Board approves new deal for superintendent
Farmington School Board members said Monday they are happy with a new contract they say will put superintendent Brad Meeks slightly above average when it comes to superintendent salaries in the area.By: Nathan Hansen, The Farmington Independent
Farmington School Board members said Monday they are happy with a new contract they say will put superintendent Brad Meeks slightly above average when it comes to superintendent salaries in the area.
The new deal will increase Meeks’ base salary from $160,000 to $172,000 in its first year, a 7.5 percent increase. Meeks will make $176,000 in the contract’s second year and $180,000 in its third year.
“In my view this is a very fair contract,” board member John Kampf said Monday. “There were concessions from Dr. Meeks. There were concessions on behalf of the board.”
Board members said as they reviewed the salaries of other district administrators in Dakota County they found assistant superintendents making as much as $13,000 more than Meeks current contract pays him.
Hastings superintendent Tim Collins, whose district is about 1,000 students smaller than the 6,200-student Farmington district, has a base salary of $157,500 this year. John Currie, the retiring superintendent of the 28,000-student Rosemount-Apple Valley-Eagan School District, has a base salary of $193,171.
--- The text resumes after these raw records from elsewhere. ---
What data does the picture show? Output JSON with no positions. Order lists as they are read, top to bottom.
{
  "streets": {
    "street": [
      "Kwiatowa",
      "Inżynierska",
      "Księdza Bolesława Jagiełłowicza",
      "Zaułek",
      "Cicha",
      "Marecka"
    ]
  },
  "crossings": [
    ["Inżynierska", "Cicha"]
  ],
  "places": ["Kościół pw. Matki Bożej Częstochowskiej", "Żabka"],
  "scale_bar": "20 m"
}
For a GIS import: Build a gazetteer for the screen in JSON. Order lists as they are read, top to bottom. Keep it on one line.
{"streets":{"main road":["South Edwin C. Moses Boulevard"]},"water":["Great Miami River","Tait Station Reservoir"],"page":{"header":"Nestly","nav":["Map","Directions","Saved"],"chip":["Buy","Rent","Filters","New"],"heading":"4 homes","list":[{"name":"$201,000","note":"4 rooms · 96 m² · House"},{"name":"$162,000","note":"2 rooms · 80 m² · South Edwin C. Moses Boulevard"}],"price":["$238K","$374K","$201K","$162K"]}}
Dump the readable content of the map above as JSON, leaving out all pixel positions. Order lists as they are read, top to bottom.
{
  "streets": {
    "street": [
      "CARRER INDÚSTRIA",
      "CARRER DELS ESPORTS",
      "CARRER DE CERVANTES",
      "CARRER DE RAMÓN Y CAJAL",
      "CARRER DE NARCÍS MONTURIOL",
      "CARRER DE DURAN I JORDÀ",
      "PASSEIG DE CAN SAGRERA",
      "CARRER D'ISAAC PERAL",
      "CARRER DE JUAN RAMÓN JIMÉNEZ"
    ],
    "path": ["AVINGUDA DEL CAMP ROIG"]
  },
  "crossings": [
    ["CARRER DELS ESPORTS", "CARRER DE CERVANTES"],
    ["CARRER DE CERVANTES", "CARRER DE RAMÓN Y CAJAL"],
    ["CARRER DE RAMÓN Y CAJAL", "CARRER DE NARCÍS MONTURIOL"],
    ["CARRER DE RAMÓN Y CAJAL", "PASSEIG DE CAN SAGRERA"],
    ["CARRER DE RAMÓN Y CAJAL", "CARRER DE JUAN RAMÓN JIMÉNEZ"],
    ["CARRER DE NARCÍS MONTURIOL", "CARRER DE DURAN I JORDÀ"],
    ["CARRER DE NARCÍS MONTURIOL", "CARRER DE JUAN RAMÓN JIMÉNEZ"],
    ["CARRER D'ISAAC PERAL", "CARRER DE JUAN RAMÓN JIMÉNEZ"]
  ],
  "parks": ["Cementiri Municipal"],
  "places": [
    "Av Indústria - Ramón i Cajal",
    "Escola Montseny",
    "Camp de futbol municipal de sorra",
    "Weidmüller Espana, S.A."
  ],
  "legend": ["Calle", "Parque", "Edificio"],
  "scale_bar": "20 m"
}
Along with the increase in base salary there are a handful of other changes in the contract, which will take effect next Sept. 1. Among the changes:
• A new $9,000 bonus Meeks can achieve each year if he meets “mutually agreed upon goals and objectives.”
• Meeks will receive two additional vacation days (30 rather than the 28 he has in the final year of his current contract) and can trade more unused vacation time for cash at the end of the year (10 days, up from five). Using the district’s figure of 224 duty days, if Meeks cashes in all 10 vacation days in the first year of the new contract he could get about $7,600.
• Meeks will accumulate sick leave faster, at a rate of 2 days per month rather than the current 1.5 days. At the end of the year he can cash in up to 15 unused sick days (up from 10) and put the money into a tax-sheltered annuity. That would be about $11,500 in the contract’s first year if Meeks cashes in the maximum number of sick days.
• A section added to the contract grants Meeks, currently in his fifth year, 100 percent health insurance coverage for one year if he leaves the district after six years here. That provision is void if he is covered by another employer.
• The new contract reworks language about severance pay for Meeks. Under the old contract he was scheduled to receive 50 percent of his annual salary as severance pay if he left the district. The new contract retains that figure, but cuts severance pay to 25 percent if Meeks leaves to take another job.
Most board members spoke in favor of the new contract Monday.
“Dr. Meeks has done an excellent job and deserves another contract,” said Terry Donnelly, who will leave the board in January after winning a seat on the Farmington City Council. “I’m very pleased to have worked with him the past five years.”
Board chair Julie McKnight told Meeks the board was “grateful that you are willing to stick with us for the next three years.”